3. Quem participou: 19 ensaios cruzados randomizados com 235 mulheres. Desenhos crossover com cafeína versus placebo em testes de ciclismo (TT, TT simulado, potência, tempo até exaustão). Subgrupos analisados por dose de cafeína, nível de treinamento e fase menstrual.
4. Como foi feito: Busca sistemática em três bases; seleção PICOS e PRISMA. Modelo meta-analítico de três níveis para aninhar múltiplos desfechos dentro de estudos. Viés avaliado pela RoB 2; heterogeneidade por Q e funnel plot. Subgrupos para dose, treinamento e fase menstrual.
5. Duração: Estudos agudos (dose única ou cruzamento curto) — não informam tolerância crônica à cafeína nem efeitos em provas de várias horas. Avaliação da fase menstrual nos estudos originais foi frequentemente inadequada, conforme os autores.

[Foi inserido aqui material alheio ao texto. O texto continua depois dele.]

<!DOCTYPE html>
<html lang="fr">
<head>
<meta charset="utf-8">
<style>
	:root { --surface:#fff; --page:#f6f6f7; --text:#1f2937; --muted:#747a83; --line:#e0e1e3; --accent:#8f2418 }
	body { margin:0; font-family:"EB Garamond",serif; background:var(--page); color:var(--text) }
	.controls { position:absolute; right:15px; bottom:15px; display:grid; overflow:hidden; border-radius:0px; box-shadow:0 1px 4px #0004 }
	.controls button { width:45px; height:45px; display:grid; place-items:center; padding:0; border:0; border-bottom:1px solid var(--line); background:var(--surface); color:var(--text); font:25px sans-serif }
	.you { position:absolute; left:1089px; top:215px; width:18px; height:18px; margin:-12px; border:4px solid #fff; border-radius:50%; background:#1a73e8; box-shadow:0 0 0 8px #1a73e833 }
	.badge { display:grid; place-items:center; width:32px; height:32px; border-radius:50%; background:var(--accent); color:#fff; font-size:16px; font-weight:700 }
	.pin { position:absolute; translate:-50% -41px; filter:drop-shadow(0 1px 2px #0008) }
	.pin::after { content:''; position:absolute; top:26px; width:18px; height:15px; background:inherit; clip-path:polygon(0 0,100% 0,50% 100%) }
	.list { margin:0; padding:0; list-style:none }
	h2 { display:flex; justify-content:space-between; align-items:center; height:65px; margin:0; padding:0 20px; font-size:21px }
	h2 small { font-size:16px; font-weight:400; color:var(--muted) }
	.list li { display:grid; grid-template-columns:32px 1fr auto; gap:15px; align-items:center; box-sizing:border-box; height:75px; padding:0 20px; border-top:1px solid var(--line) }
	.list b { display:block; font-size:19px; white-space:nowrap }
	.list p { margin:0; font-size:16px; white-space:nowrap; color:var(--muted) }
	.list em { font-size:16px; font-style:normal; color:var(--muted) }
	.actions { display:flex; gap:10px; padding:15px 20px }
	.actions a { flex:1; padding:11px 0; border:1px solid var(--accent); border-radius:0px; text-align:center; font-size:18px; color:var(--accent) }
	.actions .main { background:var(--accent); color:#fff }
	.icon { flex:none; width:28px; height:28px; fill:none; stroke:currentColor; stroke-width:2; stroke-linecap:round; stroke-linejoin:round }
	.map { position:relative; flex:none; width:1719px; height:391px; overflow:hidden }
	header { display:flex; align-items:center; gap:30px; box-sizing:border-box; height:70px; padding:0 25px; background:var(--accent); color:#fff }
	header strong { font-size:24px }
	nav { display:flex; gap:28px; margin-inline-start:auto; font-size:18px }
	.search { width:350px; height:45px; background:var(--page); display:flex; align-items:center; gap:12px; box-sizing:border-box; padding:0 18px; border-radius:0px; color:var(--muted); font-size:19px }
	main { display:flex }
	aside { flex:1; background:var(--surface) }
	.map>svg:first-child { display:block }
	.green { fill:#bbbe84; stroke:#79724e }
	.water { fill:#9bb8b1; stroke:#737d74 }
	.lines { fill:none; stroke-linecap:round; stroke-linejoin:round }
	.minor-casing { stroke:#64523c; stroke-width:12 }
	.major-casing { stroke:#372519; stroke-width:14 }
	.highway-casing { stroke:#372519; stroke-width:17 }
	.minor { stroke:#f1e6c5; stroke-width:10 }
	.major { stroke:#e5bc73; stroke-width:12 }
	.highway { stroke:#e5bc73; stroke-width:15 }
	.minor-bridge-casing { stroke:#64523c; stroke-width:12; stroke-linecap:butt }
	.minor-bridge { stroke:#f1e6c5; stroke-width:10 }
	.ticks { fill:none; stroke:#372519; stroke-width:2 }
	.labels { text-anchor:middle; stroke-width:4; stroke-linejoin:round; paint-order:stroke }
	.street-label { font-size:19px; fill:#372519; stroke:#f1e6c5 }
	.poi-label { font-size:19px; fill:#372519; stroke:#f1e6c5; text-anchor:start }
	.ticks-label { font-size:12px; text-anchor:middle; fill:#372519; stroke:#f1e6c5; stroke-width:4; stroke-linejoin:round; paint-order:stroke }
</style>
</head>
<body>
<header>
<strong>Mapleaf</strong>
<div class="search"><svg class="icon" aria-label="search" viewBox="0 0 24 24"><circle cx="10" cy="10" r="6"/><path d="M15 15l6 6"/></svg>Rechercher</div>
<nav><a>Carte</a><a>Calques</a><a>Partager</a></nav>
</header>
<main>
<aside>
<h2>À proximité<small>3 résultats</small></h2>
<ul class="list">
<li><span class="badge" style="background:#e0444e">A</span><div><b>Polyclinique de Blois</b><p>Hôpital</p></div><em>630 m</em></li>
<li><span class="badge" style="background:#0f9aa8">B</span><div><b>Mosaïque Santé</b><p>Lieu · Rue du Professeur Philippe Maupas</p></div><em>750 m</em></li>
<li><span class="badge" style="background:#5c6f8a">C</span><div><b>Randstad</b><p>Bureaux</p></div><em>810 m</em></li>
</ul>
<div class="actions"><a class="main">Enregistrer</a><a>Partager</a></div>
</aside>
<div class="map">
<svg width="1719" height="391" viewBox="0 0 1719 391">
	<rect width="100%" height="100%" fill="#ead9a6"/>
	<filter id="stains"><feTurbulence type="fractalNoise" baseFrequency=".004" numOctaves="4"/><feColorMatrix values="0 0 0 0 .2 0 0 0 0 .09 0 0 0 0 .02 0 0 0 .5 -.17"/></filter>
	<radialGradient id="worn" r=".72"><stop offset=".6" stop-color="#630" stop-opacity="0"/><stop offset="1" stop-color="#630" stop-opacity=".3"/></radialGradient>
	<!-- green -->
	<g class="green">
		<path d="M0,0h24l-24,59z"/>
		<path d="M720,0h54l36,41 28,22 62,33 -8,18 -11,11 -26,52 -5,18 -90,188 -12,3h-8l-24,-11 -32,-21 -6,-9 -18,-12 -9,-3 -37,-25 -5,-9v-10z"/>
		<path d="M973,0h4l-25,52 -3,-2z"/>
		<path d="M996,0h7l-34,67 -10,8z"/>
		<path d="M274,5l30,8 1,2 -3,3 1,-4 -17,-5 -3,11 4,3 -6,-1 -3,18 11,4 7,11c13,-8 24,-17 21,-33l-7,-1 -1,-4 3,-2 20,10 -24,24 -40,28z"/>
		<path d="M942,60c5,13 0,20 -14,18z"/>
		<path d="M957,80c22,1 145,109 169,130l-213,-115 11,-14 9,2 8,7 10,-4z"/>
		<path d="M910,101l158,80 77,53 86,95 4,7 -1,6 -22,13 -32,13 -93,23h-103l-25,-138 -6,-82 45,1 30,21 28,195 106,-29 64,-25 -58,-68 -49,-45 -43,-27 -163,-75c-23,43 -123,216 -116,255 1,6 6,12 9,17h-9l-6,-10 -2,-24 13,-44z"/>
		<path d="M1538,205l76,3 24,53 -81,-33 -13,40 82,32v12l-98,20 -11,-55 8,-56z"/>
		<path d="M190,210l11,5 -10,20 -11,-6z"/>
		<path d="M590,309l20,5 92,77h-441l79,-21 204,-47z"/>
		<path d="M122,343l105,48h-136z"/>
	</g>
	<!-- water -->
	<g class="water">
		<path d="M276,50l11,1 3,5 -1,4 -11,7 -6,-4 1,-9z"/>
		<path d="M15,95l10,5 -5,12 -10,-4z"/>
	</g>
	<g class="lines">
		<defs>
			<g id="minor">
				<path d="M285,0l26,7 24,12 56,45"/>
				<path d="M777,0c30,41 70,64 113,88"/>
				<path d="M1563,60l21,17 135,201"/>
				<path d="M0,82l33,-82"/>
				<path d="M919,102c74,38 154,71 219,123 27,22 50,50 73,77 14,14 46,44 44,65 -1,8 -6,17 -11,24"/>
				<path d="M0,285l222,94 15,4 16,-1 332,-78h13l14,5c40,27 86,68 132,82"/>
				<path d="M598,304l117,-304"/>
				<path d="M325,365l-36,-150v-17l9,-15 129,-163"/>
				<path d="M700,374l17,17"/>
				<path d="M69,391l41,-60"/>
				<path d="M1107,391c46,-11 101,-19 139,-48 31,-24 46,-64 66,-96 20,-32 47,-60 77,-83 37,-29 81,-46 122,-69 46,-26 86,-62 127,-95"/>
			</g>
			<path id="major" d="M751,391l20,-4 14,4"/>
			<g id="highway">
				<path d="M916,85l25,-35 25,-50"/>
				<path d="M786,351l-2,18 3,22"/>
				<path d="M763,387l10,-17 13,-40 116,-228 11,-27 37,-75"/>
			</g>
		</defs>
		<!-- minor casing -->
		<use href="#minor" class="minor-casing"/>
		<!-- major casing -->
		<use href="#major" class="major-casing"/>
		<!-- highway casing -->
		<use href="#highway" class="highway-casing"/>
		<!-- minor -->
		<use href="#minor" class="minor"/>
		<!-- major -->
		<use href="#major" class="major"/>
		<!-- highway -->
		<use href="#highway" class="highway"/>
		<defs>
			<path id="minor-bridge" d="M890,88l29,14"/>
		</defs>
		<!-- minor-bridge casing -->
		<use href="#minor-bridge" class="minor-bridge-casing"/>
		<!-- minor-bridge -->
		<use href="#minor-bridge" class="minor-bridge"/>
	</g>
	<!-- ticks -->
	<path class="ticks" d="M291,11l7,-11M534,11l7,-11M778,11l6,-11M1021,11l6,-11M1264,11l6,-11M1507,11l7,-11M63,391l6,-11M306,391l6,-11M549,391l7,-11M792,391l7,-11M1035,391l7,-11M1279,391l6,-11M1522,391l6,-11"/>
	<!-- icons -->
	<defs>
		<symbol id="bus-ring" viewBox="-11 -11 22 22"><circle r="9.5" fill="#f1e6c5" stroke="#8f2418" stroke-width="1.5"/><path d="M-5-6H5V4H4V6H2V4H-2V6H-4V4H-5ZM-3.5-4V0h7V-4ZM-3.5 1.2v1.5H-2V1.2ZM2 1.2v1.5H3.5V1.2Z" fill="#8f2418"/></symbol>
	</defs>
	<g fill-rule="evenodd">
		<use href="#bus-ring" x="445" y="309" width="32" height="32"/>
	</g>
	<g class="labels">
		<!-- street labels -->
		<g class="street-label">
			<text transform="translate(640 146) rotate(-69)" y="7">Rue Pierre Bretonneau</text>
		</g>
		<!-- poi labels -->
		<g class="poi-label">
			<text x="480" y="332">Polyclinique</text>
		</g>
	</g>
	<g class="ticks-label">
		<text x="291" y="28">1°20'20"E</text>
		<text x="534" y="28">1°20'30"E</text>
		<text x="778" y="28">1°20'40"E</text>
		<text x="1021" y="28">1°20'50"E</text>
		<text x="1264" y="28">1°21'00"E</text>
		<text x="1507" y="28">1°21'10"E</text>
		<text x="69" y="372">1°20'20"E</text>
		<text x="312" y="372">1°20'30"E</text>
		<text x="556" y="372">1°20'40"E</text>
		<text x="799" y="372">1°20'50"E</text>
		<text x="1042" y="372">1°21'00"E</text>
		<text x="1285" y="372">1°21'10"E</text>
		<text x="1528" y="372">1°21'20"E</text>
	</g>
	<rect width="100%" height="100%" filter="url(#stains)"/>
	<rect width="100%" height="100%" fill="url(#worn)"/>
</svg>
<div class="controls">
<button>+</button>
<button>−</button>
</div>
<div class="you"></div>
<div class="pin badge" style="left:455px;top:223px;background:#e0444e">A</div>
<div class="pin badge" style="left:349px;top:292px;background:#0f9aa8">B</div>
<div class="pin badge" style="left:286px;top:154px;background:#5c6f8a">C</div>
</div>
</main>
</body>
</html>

7. O que os resultados mostraram: Efeito ergogênico pequeno mas significativo da cafeína no ciclismo feminino: SMD = 0,21 (IC 95%: 0,11–0,29), com alta certeza de evidência. (a) Dose de cafeína não moderou o efeito (p = 0,79). (b) Nível de treinamento não moderou (p = 0,97). (c) Na fase lútea média, cafeína melhorou desempenho (SMD = 0,26; IC 95%: 0,06–0,46; p = 0,01); outras fases sem efeito significativo (p > 0,11). Heterogeneidade global não significativa [Q(36) = 7,99; p = 1,00].
8. O que o estudo não responde: Poucos estudos com rastreamento rigoroso da fase menstrual — conclusão sobre ciclo é preliminar. Homens não foram incluídos. Não aborda arritmias, ansiedade ou interação com contraceptivos.
9. Aplicação prática: Ciclistas mulheres podem testar cafeína 3–6 mg/kg ~60 min antes de treinos-chave ou provas, respeitando tolerância gastrointestinal e sono. A dose exata parece menos crítica que o timing. Se estiver na fase lútea média, o benefício pode ser ligeiramente maior — mas a evidência de subgrupo é frágil.
10. Ponto de atenção: Cafeína pode aumentar frequência cardíaca e ansiedade; contraindicada em algumas arritmias e em excesso para quem tem insônia. Em competições antidoping, verifique regulamento — cafeína saiu da lista proibida em concentrações usuais, mas políticas variam.
11. Uma frase para levar: Para mulheres no bike, cafeína dá um empurrão modesto mas real — o tamanho do efeito é pequeno, porém consistente.
Referência
https://pubmed.ncbi.nlm.nih.gov/42208612/
Conteúdo educativo, não substitui avaliação ou orientação de profissional de saúde. Consulte um profissional antes de iniciar treino, dieta ou suplementação.